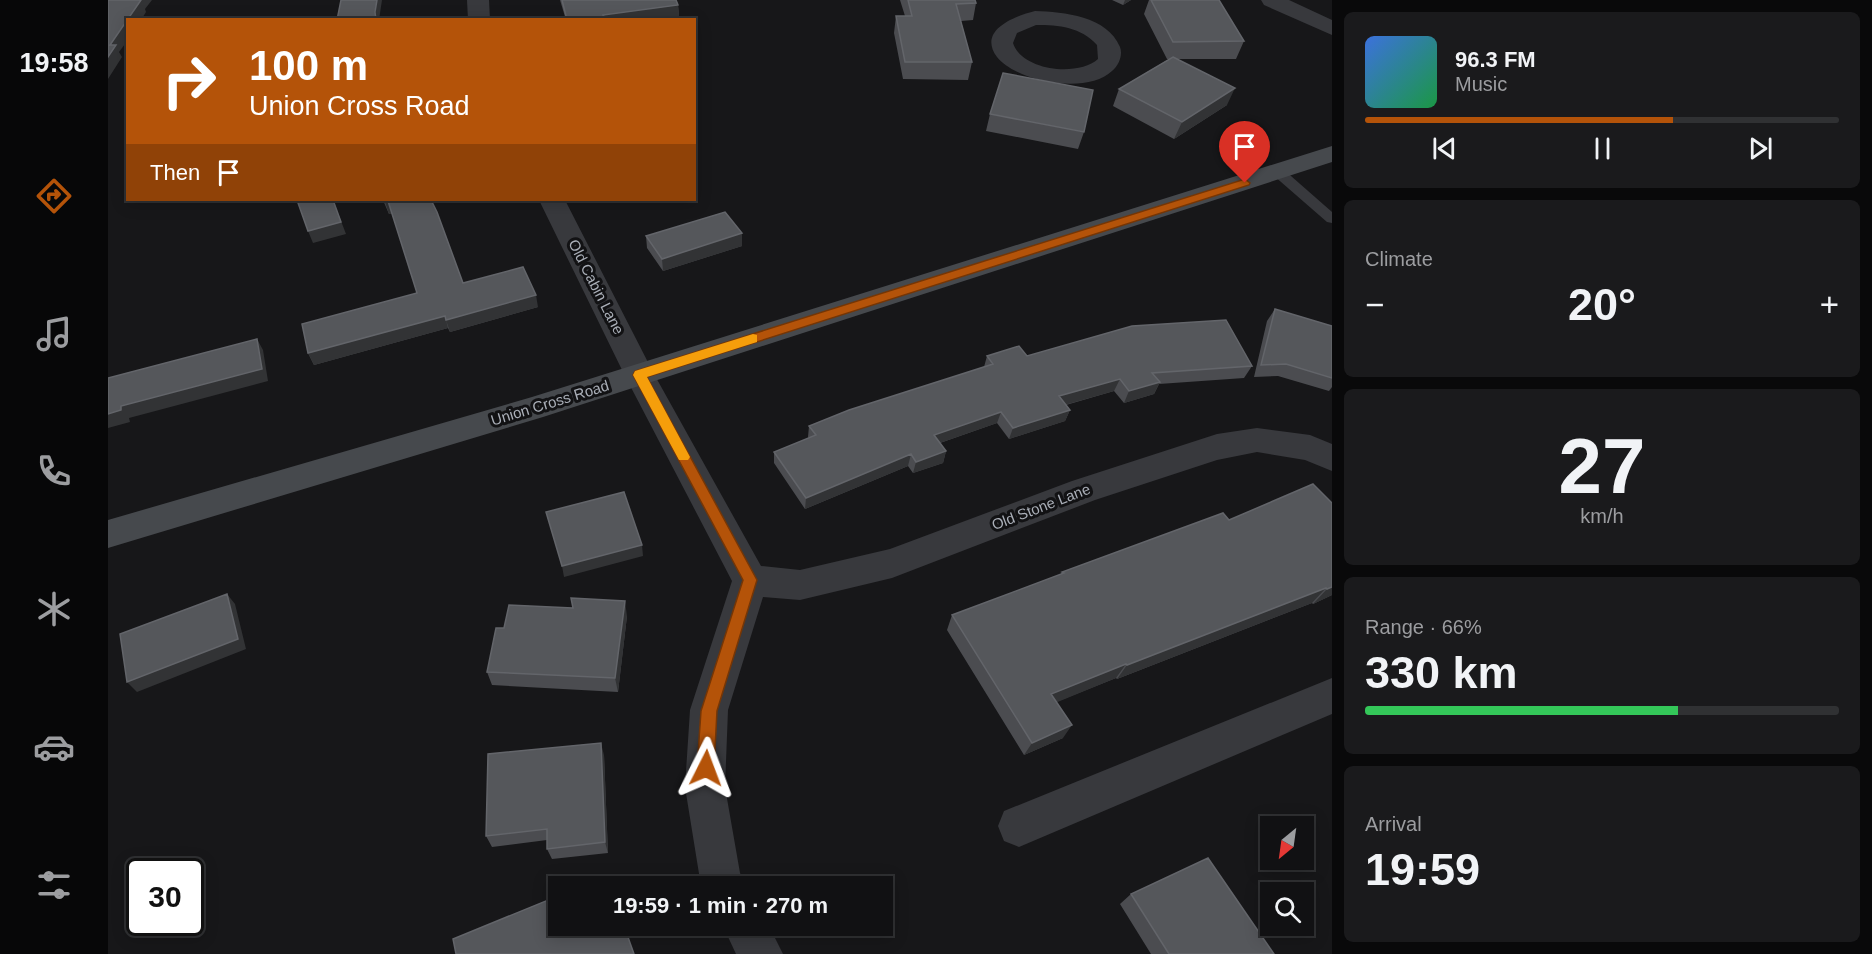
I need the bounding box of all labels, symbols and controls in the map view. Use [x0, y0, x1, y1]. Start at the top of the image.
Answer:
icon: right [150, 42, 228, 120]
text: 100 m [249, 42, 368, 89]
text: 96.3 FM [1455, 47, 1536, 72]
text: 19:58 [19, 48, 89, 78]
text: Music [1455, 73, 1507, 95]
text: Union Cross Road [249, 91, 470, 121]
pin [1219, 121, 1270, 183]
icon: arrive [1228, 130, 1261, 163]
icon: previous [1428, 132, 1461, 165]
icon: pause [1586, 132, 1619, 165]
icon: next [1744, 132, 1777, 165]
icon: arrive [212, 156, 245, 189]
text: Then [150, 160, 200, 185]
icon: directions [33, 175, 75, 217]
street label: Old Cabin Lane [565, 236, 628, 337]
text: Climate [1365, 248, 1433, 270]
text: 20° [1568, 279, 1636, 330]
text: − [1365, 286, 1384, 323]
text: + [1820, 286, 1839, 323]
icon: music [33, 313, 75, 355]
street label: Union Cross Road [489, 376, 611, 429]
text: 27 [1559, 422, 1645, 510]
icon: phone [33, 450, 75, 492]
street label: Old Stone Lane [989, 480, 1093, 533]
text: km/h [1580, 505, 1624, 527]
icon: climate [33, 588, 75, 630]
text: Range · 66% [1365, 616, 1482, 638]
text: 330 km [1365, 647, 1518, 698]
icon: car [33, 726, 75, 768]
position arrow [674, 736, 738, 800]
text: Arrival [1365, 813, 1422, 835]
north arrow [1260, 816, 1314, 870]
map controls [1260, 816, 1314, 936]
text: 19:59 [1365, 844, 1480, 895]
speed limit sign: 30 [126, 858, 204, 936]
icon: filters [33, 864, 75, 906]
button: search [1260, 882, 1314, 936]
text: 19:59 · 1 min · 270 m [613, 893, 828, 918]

+===+

### REQUIREMENT
Repeat the records in full and exactly, leaving every picture out.

### ANSWER FOR THIS EXERCISE
I need the bounding box of all labels, symbols and controls in the map view. Use [x0, y0, x1, y1]. Start at the top of the image.
Answer:
icon: right [150, 42, 228, 120]
text: 100 m [249, 42, 368, 89]
text: 96.3 FM [1455, 47, 1536, 72]
text: 19:58 [19, 48, 89, 78]
text: Music [1455, 73, 1507, 95]
text: Union Cross Road [249, 91, 470, 121]
pin [1219, 121, 1270, 183]
icon: arrive [1228, 130, 1261, 163]
icon: previous [1428, 132, 1461, 165]
icon: pause [1586, 132, 1619, 165]
icon: next [1744, 132, 1777, 165]
icon: arrive [212, 156, 245, 189]
text: Then [150, 160, 200, 185]
icon: directions [33, 175, 75, 217]
street label: Old Cabin Lane [565, 236, 628, 337]
text: Climate [1365, 248, 1433, 270]
text: 20° [1568, 279, 1636, 330]
text: − [1365, 286, 1384, 323]
text: + [1820, 286, 1839, 323]
icon: music [33, 313, 75, 355]
street label: Union Cross Road [489, 376, 611, 429]
text: 27 [1559, 422, 1645, 510]
icon: phone [33, 450, 75, 492]
street label: Old Stone Lane [989, 480, 1093, 533]
text: km/h [1580, 505, 1624, 527]
icon: climate [33, 588, 75, 630]
text: Range · 66% [1365, 616, 1482, 638]
text: 330 km [1365, 647, 1518, 698]
icon: car [33, 726, 75, 768]
position arrow [674, 736, 738, 800]
text: Arrival [1365, 813, 1422, 835]
north arrow [1260, 816, 1314, 870]
map controls [1260, 816, 1314, 936]
text: 19:59 [1365, 844, 1480, 895]
speed limit sign: 30 [126, 858, 204, 936]
icon: filters [33, 864, 75, 906]
button: search [1260, 882, 1314, 936]
text: 19:59 · 1 min · 270 m [613, 893, 828, 918]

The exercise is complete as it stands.